→ WHAT YOU SHOULD DO
Pick out the lines below that contain the string "Foxwood" and copy them all.

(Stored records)

* * * * * * *

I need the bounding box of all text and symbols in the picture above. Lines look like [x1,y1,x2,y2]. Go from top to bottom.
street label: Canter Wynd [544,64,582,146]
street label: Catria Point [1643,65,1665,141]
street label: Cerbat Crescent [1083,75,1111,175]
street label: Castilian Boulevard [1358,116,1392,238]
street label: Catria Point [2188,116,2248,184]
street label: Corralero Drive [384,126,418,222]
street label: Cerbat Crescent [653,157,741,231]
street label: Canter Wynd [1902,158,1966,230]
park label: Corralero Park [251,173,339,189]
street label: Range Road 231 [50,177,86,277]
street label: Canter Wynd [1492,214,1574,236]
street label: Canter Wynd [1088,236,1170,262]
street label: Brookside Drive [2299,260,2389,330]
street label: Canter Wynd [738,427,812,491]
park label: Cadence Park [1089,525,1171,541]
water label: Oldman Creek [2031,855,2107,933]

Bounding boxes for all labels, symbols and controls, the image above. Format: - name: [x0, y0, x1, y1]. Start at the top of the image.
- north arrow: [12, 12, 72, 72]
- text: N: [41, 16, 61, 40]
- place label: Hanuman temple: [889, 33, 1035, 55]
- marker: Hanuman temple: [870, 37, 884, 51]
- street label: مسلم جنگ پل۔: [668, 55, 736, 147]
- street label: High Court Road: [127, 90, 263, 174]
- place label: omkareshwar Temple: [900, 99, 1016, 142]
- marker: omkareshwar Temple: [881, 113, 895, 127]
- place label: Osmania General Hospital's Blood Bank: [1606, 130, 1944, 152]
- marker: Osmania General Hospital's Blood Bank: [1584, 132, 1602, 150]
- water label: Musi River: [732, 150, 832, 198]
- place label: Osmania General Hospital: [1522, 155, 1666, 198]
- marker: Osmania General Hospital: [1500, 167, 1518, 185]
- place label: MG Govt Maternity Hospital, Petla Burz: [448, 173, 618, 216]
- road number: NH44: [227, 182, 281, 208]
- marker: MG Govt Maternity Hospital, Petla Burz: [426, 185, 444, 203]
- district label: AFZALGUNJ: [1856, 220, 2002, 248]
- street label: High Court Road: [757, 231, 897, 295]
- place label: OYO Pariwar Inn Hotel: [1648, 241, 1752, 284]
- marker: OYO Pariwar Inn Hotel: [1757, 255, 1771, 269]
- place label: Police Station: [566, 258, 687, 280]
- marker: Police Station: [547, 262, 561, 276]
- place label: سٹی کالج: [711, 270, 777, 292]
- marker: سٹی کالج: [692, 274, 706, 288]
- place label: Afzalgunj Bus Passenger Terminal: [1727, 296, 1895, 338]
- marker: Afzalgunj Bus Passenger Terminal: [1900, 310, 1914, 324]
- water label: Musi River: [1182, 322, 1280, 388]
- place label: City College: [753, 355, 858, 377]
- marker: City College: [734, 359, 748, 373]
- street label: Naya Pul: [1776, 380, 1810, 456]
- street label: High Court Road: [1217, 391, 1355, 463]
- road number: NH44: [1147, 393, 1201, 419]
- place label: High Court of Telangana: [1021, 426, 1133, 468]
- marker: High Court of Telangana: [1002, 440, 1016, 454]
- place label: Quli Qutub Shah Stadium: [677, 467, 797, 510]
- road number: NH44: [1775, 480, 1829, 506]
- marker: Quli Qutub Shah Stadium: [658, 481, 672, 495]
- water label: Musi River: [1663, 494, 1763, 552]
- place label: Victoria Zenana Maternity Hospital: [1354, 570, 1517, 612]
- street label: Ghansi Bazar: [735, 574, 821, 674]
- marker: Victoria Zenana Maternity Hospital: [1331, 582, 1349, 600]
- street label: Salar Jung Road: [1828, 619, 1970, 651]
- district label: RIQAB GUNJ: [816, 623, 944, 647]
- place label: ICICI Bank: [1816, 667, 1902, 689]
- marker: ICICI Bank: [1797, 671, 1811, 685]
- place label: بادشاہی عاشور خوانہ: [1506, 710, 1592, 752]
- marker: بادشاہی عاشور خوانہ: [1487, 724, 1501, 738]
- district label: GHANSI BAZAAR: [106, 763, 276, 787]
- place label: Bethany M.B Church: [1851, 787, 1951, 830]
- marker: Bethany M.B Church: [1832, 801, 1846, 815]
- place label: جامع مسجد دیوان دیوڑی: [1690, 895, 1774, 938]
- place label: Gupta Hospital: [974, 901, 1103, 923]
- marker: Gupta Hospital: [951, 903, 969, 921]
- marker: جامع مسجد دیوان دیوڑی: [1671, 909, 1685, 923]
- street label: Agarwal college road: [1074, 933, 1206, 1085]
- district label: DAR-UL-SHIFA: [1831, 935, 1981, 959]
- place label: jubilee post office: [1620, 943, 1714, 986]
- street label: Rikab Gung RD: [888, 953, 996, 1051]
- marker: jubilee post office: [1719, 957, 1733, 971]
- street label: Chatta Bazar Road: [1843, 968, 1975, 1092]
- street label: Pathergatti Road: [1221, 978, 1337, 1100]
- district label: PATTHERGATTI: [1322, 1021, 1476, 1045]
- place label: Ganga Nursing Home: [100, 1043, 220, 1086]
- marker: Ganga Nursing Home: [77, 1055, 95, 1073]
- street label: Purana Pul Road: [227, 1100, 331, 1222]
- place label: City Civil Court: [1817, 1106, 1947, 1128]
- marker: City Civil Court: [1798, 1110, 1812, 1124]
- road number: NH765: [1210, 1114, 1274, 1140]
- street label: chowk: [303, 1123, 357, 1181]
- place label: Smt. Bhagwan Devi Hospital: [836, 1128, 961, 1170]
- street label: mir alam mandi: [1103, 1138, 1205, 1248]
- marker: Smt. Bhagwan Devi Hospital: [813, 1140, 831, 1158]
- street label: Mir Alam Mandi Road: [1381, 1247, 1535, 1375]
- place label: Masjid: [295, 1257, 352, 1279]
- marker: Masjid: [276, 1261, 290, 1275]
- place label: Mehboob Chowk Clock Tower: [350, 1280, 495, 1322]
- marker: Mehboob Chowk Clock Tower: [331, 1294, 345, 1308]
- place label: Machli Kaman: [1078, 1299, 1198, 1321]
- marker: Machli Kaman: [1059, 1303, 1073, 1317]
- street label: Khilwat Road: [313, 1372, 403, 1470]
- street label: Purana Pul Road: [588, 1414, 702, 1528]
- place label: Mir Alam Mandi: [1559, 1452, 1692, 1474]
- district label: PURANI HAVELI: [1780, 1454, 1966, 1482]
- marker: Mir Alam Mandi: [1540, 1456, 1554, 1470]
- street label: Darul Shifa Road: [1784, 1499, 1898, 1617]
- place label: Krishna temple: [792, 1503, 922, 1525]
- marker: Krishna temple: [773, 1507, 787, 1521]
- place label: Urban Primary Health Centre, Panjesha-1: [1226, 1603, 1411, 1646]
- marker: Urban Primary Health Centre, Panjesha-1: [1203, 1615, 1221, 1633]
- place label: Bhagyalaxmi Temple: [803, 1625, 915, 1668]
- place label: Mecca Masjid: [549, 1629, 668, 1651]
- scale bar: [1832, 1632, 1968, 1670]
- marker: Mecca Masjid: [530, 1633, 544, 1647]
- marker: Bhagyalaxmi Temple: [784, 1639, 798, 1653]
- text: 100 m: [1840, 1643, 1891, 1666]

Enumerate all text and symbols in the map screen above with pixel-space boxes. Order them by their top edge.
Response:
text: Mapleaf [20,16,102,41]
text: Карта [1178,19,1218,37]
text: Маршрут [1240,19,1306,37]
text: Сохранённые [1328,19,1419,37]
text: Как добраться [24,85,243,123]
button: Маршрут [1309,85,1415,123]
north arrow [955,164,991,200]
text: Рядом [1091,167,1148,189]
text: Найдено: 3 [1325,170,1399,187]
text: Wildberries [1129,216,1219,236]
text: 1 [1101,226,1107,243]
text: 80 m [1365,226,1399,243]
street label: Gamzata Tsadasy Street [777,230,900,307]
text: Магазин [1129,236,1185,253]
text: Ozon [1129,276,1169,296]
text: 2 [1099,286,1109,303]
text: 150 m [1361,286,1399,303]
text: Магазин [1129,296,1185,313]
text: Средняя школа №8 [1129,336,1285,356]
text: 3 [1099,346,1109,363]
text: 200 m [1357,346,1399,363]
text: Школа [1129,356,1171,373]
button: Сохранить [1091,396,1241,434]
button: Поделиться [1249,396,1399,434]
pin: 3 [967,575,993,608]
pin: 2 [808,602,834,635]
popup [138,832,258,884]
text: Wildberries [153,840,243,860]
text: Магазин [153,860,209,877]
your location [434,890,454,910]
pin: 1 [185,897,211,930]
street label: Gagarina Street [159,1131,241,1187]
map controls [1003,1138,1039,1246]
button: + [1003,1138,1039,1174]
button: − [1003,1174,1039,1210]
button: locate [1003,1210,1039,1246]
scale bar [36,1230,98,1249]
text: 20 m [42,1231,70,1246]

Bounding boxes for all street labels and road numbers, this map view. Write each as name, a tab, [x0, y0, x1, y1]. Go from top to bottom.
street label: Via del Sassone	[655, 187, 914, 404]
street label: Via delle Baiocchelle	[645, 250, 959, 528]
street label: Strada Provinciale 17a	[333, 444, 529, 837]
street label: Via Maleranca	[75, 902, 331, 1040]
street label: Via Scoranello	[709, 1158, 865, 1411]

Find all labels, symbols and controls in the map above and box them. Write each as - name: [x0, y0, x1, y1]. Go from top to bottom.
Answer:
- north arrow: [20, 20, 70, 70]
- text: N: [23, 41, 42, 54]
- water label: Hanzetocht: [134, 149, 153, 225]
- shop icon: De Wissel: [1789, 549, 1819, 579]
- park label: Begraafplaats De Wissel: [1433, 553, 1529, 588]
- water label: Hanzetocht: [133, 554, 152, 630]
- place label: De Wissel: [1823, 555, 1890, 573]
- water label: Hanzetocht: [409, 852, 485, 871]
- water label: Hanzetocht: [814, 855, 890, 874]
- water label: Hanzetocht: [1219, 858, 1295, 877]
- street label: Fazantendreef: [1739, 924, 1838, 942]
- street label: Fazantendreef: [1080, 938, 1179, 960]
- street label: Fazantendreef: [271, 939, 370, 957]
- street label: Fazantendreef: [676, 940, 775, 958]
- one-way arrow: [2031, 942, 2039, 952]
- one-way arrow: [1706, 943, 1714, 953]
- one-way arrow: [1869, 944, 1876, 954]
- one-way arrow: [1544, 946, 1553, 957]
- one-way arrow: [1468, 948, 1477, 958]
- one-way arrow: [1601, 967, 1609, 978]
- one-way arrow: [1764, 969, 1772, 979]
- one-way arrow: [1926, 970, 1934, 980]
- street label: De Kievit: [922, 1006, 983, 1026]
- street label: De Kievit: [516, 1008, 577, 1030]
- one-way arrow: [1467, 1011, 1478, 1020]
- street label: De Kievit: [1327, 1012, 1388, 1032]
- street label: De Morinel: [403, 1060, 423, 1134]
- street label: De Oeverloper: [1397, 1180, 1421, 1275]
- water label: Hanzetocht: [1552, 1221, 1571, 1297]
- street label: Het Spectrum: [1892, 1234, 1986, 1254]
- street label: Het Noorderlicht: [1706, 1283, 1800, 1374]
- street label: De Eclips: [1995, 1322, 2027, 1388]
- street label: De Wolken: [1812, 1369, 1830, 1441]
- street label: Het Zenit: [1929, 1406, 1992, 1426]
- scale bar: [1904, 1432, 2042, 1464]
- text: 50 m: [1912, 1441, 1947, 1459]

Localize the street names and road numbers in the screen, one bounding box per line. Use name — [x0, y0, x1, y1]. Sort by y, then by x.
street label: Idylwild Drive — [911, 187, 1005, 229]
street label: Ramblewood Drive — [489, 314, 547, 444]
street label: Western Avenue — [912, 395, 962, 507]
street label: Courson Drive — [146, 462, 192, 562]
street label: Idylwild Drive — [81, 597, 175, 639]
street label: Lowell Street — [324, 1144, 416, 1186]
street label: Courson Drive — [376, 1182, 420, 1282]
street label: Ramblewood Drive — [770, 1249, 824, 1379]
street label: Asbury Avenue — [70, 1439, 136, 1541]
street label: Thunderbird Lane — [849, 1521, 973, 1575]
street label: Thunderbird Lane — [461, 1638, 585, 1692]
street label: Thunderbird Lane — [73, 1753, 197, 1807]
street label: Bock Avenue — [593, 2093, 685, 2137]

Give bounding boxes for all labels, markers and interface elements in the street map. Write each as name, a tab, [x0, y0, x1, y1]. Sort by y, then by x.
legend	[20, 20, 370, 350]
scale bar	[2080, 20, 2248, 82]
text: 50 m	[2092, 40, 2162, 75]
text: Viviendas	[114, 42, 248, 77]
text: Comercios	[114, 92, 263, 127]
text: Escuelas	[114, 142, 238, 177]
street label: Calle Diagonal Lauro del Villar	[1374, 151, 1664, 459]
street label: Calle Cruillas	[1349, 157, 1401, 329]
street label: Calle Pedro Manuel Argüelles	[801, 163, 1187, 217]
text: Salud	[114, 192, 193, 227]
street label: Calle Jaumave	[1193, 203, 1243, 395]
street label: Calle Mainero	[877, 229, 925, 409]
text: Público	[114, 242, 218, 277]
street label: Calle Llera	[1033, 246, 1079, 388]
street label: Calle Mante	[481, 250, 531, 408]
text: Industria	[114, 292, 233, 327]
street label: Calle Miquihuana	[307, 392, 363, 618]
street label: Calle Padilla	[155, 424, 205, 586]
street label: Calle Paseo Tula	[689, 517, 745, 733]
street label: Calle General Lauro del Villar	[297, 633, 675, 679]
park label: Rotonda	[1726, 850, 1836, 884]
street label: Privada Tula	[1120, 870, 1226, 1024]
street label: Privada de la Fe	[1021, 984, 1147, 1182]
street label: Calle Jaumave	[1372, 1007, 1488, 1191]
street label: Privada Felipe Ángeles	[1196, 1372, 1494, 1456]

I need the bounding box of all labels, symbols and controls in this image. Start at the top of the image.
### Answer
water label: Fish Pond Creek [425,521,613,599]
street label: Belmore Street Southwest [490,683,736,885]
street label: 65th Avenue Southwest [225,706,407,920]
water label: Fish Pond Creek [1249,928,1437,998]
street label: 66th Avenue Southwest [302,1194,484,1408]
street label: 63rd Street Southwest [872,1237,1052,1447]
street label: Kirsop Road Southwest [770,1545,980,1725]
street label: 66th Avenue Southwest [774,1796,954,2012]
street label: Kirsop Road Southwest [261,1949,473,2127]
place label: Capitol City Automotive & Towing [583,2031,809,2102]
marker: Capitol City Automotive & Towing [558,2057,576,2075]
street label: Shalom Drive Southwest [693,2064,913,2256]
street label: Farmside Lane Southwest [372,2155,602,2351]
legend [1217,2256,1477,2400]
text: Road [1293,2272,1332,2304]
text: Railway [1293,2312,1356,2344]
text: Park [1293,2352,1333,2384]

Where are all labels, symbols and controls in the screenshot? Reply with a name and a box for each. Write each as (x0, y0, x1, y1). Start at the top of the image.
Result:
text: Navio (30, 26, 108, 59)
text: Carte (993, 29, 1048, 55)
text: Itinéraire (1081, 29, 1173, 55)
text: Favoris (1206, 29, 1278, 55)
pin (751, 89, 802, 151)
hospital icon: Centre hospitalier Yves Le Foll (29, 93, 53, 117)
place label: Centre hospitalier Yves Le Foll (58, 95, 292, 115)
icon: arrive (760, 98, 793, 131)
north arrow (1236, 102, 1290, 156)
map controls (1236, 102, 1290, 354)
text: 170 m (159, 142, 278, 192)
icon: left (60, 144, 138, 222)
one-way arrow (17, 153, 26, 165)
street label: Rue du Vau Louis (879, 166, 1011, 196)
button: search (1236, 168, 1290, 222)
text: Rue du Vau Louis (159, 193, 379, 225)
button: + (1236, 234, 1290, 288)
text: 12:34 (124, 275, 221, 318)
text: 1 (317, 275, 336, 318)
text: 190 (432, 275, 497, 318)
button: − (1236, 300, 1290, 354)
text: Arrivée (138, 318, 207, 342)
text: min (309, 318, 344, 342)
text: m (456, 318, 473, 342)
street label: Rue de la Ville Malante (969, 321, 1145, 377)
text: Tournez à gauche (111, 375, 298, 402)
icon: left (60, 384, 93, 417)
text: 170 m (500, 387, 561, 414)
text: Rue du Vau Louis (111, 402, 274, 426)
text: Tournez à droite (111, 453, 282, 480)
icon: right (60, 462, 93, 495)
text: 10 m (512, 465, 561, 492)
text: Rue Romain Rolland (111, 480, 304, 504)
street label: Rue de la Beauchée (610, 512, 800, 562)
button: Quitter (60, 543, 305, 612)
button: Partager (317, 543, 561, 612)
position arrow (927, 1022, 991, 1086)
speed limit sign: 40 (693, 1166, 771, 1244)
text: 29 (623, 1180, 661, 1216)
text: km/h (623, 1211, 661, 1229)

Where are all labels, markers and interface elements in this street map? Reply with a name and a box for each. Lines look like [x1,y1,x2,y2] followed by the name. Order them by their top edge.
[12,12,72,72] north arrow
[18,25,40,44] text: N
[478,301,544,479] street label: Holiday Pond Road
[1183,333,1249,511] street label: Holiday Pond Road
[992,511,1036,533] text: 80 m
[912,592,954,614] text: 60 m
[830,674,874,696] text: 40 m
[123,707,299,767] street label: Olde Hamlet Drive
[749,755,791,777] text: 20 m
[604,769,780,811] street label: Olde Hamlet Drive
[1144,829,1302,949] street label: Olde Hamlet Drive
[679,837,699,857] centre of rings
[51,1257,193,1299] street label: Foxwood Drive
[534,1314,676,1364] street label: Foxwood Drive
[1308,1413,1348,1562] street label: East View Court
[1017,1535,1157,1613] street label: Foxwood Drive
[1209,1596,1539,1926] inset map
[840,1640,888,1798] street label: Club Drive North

* * * * * * *

→ RESPONSE TO THE TASK
[51,1257,193,1299] street label: Foxwood Drive
[534,1314,676,1364] street label: Foxwood Drive
[1017,1535,1157,1613] street label: Foxwood Drive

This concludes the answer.